Your first few projects with the loom will generally determine whether you like weaving or not. I think we all start a craft with an idea in our head of what we desire to make, then in the process of learning, we shore up the canyon of reality and imagination. If that process takes too long with little success, it is natural we will give it up. With knitting and crocheting, we learn one stitch at a time and poor stitches can be easily pulled out and redone. There are also many beginner patterns and endless videos and teachers to help with the process.

With rigid heddle weaving, the process is different. You need to clear the floor, so to speak, and really commit to getting the loom warped. Once it’s warped, changes can’t be made to the design very easily. When you weave, it is exactly like a computer program: warping is the code, you are the machine running the program.

This need to commit, combined with the issue that yarn companies don’t supply weaving recommendations and the relative lack of specific projects made for the rigid heddle leaves a new weaver wondering what their first project should be. And though there are lovely companies that make amazing weaving yarns, and wonderful LYS everywhere, many of us are both geographically and financially stuck with box store yarns while we test the waters.

I have created a few projects that are perfect for those first few weaving projects. My criteria are that these designs are cheap, fast, and offer a few challenges that will help you design your own projects in the future. If they aren’t beauties, and you don’t like them- I want you to leave the process with tools for a great next project.

I will not offer full warping instructions here. There are many great teachers that discuss this and many videos.
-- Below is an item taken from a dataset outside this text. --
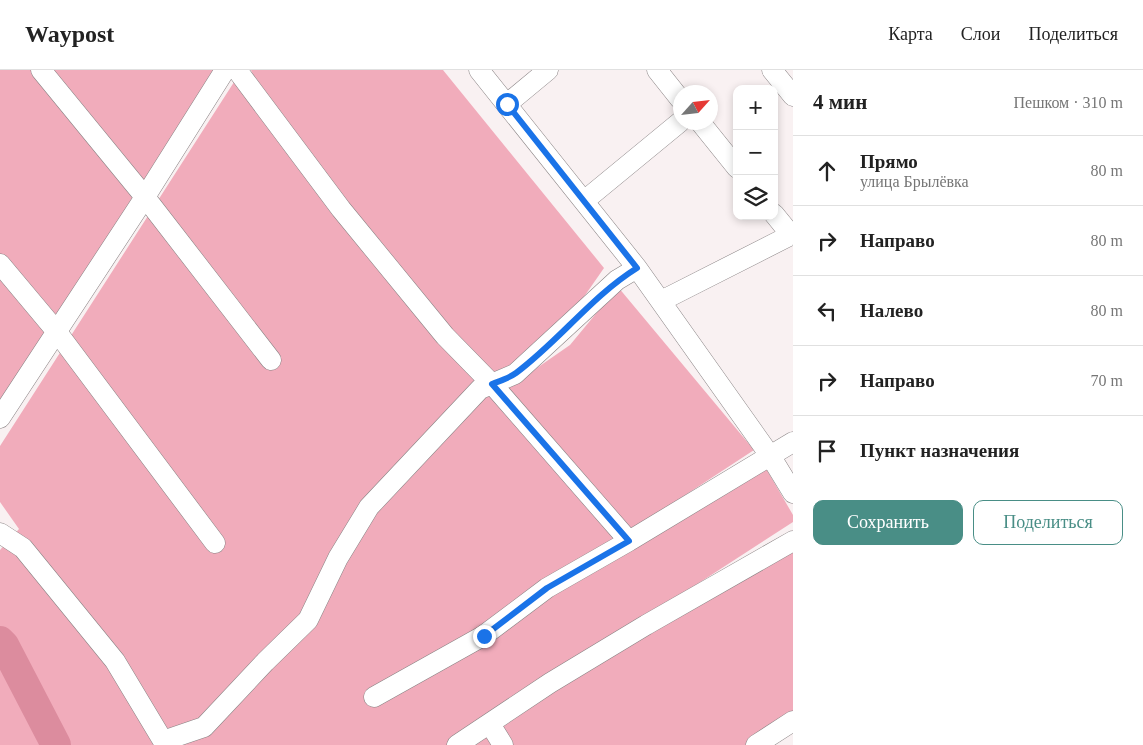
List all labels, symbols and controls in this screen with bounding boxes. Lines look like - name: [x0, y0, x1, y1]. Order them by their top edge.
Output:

There are different methods and I think you should simply try the one that looks the easiest to you. I think I learned with this video from Ashford, except I have to warp on solo so I use the “crank and yank” method.

The project: Mandala Scarf

Supplies:
1 ball of Lion Brand Mandala yarn
7.5 or 8 dent heddle
About the Yarn: Mandala is a multicolored yarn that offers a lot of yardage (590 yards) per ball and at least 6 colors in each cake. It retails for around $9, and is often on sale and usually offered at large chain stores that carry Lion Brand yarn (as of this post writing).
The color changes are not gradients, but abrupt transitions that create large, color block patterns in weaving. Some weavers will unwind the ball and make mini-balls of different colors and design their own stripes and plaids. I used the ball as is in this project, but it’s not more difficult to warp and weave with many small color balls - it just depends if you have the patience to rewind the whole ball before getting it on the loom.
Mandala is an American size 3 yarn, often called DK weight in the knitting world. It is much thinner than an average worsted, yet blooms (meaning it expands when washed and dried). This makes it a yarn that can be woven on both the 7.5/ 8 dent heddle and a 10 dent heddle. You will encounter this yarn size a lot and it’s a skill to know which size 3/dk weights go well on the larger heddle and which need a smaller one. Personally, I would likely do my own Mandala projects on a 10, but working with it on the larger heddle gives you a TON of challenges that will set you up for great projects in the future, but it’s forgiving enough to be appropriate for new weavers.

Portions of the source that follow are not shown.